What turned ‘ulwaluko’ into fashion statement?

Respect of culture and its practise is essential for the Ngunis of this country. The Ngunis are known for their diversity, their humanity and for being outspoken.

In the eastern part of the country are amaXhosa who, especially during the June and December period, are known for practising ulwaluko (male circumcision) – a very important ritual for them.

This seeks to develop boys into men. This is a transition through which boys (amakhwenkwe) become men (amadoda).

Among the teachings they are given in this process is one about responsibility. This is something that has no limits.

Reaching this stage of life gives them access to many things and permission to do things they were not permitted to do before – but they must do these things responsibly and not in a manner that is detrimental to societal norms.

The purpose of ulwaluko is to create a better person.

When boys are ready to go for it, some will tear their clothes for a week and do childish things like beating pigs, chicken and every small animal they come across to show that they can have something to eat when they stay in the bush.

Going through this ritual is to demonstrate that they are ready to take a stand in their lives and do things on their own. They will no longer depend on their parents for everything and if they are ready, they will marry and start their own family, have their own inxuwa (land) and be the man in their own house to their own wife and a father to their own children.

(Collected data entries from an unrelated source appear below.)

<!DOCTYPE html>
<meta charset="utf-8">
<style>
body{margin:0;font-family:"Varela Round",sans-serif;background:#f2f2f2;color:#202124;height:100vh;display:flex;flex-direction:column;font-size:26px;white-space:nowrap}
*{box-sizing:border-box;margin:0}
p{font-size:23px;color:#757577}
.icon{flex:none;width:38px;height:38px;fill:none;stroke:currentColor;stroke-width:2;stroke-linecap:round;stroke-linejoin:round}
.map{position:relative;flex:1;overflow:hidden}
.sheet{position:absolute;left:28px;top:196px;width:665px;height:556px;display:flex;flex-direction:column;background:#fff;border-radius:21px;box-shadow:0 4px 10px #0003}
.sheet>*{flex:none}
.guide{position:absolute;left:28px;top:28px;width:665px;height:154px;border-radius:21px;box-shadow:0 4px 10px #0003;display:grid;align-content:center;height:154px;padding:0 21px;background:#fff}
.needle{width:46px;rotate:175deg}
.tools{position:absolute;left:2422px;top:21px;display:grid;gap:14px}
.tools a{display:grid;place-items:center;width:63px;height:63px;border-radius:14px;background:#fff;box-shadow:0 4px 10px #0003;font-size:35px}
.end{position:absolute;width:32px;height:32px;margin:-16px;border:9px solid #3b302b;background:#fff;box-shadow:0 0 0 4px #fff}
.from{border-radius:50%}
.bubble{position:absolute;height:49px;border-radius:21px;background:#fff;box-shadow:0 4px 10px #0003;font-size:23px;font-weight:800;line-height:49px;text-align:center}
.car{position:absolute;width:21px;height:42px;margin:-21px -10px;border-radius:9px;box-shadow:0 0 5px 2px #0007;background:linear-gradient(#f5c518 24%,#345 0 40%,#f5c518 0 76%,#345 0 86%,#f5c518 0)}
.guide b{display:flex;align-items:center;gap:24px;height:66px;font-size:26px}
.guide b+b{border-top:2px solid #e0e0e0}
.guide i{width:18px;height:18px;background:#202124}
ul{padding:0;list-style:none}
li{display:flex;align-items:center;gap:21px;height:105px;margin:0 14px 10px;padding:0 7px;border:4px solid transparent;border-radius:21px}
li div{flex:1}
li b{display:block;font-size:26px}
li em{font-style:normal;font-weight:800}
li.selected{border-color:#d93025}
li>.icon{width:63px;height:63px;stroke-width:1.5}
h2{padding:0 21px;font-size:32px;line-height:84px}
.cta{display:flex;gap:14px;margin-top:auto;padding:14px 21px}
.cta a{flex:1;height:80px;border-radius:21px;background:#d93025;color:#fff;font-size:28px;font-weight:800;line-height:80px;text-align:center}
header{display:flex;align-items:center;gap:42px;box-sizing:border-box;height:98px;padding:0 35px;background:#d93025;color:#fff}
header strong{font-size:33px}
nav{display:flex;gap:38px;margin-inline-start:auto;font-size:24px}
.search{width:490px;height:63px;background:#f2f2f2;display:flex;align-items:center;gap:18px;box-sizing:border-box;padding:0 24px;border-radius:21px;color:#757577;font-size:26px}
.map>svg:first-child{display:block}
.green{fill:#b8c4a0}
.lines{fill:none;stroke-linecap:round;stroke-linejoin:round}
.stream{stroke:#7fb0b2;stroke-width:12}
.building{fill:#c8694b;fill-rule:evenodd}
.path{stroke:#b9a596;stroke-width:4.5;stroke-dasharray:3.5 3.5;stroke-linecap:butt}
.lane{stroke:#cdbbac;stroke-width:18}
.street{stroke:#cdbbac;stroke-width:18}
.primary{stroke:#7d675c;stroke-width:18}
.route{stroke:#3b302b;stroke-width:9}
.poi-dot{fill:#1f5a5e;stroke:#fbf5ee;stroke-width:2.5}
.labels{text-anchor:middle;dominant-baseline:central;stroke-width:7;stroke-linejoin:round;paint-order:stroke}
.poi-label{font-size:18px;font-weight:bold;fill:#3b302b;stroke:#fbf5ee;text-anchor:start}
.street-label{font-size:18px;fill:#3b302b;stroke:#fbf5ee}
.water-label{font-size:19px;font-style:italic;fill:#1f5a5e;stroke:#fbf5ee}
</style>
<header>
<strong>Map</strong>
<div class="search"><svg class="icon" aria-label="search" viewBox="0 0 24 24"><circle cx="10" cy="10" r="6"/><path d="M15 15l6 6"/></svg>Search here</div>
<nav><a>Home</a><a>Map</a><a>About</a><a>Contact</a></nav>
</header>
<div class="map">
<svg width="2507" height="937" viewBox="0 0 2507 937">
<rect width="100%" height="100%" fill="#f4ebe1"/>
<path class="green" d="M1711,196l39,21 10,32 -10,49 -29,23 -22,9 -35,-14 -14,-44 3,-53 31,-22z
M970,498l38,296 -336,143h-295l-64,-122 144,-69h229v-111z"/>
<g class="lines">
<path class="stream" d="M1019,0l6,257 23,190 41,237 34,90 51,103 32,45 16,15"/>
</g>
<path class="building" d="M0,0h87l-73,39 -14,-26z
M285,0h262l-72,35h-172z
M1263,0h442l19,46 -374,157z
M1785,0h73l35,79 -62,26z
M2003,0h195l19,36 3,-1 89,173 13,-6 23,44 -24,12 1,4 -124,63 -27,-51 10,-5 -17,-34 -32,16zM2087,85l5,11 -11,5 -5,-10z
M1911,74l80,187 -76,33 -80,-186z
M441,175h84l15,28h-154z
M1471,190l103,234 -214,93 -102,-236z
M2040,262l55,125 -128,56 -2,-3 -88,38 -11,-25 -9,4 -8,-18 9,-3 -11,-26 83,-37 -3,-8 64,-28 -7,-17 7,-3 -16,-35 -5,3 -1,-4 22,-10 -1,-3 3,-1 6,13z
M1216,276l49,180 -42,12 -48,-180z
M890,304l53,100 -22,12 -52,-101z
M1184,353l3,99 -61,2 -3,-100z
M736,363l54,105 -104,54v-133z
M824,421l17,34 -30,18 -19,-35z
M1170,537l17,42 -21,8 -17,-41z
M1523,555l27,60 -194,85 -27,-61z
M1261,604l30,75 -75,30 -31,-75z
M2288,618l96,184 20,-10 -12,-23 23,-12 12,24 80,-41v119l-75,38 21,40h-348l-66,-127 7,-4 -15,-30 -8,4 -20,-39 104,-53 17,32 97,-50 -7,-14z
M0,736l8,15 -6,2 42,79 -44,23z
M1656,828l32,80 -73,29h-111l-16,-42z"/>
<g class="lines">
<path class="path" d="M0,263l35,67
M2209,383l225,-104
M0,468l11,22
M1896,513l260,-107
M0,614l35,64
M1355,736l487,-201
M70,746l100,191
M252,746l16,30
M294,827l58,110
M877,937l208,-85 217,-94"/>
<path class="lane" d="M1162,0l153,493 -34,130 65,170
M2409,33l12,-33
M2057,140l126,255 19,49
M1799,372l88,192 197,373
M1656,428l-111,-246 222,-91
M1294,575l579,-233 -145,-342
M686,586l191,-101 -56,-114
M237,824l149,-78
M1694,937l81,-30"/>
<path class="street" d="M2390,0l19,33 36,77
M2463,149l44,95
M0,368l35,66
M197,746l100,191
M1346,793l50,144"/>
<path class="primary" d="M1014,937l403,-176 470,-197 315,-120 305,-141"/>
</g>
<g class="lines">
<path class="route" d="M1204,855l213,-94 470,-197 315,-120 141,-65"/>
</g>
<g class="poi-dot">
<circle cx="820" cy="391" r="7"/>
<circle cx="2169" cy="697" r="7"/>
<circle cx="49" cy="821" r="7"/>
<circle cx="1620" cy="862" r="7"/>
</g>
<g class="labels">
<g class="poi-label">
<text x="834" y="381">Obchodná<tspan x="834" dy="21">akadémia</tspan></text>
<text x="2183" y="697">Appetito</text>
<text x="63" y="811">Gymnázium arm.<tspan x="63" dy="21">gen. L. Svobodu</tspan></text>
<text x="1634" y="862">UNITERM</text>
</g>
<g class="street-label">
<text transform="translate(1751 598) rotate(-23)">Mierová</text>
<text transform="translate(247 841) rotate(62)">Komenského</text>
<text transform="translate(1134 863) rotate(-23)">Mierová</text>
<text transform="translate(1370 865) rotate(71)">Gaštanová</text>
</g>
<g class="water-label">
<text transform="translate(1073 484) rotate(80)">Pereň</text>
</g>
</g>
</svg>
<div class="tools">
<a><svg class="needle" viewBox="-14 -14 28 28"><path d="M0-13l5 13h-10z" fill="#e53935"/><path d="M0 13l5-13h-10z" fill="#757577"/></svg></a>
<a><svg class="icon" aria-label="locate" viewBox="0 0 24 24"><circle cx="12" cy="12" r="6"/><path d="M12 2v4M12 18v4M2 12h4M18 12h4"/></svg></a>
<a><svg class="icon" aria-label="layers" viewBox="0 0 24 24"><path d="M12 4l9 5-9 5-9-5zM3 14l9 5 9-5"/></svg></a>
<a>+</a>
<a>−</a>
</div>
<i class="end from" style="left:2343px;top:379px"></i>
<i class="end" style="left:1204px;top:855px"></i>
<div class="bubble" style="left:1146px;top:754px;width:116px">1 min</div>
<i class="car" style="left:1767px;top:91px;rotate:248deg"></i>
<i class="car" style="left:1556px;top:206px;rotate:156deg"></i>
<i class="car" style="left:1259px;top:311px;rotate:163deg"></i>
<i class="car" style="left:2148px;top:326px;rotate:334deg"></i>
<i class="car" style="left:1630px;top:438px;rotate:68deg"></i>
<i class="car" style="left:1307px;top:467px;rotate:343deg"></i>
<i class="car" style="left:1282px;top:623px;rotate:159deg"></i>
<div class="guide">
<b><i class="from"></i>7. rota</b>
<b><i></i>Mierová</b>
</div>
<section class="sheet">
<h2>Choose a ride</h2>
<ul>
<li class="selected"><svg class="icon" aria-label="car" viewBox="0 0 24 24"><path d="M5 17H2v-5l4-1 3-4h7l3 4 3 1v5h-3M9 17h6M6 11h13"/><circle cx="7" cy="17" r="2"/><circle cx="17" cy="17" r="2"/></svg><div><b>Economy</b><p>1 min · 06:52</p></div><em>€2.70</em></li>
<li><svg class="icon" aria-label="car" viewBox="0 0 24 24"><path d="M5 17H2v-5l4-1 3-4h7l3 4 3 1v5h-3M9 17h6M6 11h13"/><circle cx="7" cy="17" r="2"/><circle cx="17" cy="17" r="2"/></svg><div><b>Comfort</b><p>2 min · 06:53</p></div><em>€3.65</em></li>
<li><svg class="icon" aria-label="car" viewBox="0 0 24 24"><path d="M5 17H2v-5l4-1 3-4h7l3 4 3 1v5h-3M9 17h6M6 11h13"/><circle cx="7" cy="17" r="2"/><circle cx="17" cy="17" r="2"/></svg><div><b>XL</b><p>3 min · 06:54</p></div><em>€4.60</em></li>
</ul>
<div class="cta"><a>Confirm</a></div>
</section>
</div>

Going through the ritual gives them access to ubuhlanti (the kraal) whereas boys are not allowed to sit in it.

This ritual is one in which you could say they are given a key to life.

The history of this ritual goes way back to the time of the first arrival of the Ngunis in the southern part of the continent. All boys when they reached a certain stage, were taken to a mountain to undergo this ritual.

Traditionally females knew nothing about it. They wouldn't know when their sons were going, but would only find out from their husbands when their sons were to come back.

If your father died without you having undergone the ritual, you would talk to the uncles, grandfathers and elder cousins – oobawokazi nobawomkhulu – or ask your older brothers who have gone through it, to ask permission from them so that you could go.

You did not ask your mother because it was not, and is still not, I believe, a matter for involving women.

Bear in mind that the only people who were allowed to circumcise boys were those already working or those who had finished a certain academic standard.

As we modernised and the government wanted to tell us how to conduct our ritual things started to change.

From 2005 onwards, one had to ask permission from the government, through the signing of forms, not from the family elders. You had to start at the clinic and get tested.

That is when women started getting to know our secrets and things started to change slowly but surely.

Initiates started to die because of so-called ill-treatment. Initiates started to appear on TV and be filling up hospitals.

Now everything has changed. Going to the mountain is a “swagg” . It's all about proving a point to your peers – to such an extent that some of you go there without the permission of your parents.

And some of those who went there first want to get back at the new lot of initiates, claiming to be doing what was done to them. Now the “caps” have started talking about ill-treatment.

And it would seem that boys go to the mountain to be given “permission” to abuse alcohol and smoke all types of tobacco. They go because they are given the status of singamadoda (men) and they think they can't be told what or what not to do by women, in reference to our mothers.

Has that now turned out to be the purpose of ukwaluka?

Abakhwetha were once people who were not allowed to be seen by outsiders, let alone women. They were not allowed to have cellphones anywhere near them. They were not allowed to use social networks. They were not allowed to take pictures until a certain period.

But these days we see them on Facebook posing for pictures. They are trending on TV and some are even dying.

The question is what went wrong?

Ukwaluka brought you dignity and thus respect for you are. It was also about giving back to those who gave to you. It was about teaching you to be humble, to be a new person and do new things.

Back then abakhwetha would only see the public as they were passing by. They would not be greeting them. But now we see initiates greeting people.

Even if by any chance you happened to be on TV for some reason, you would not talk about what was happening inside or share the secrets of the custom.

This is not the case now. My question is how has this happened and what has gone wrong? What has caused the fashionisation of ulwaluko?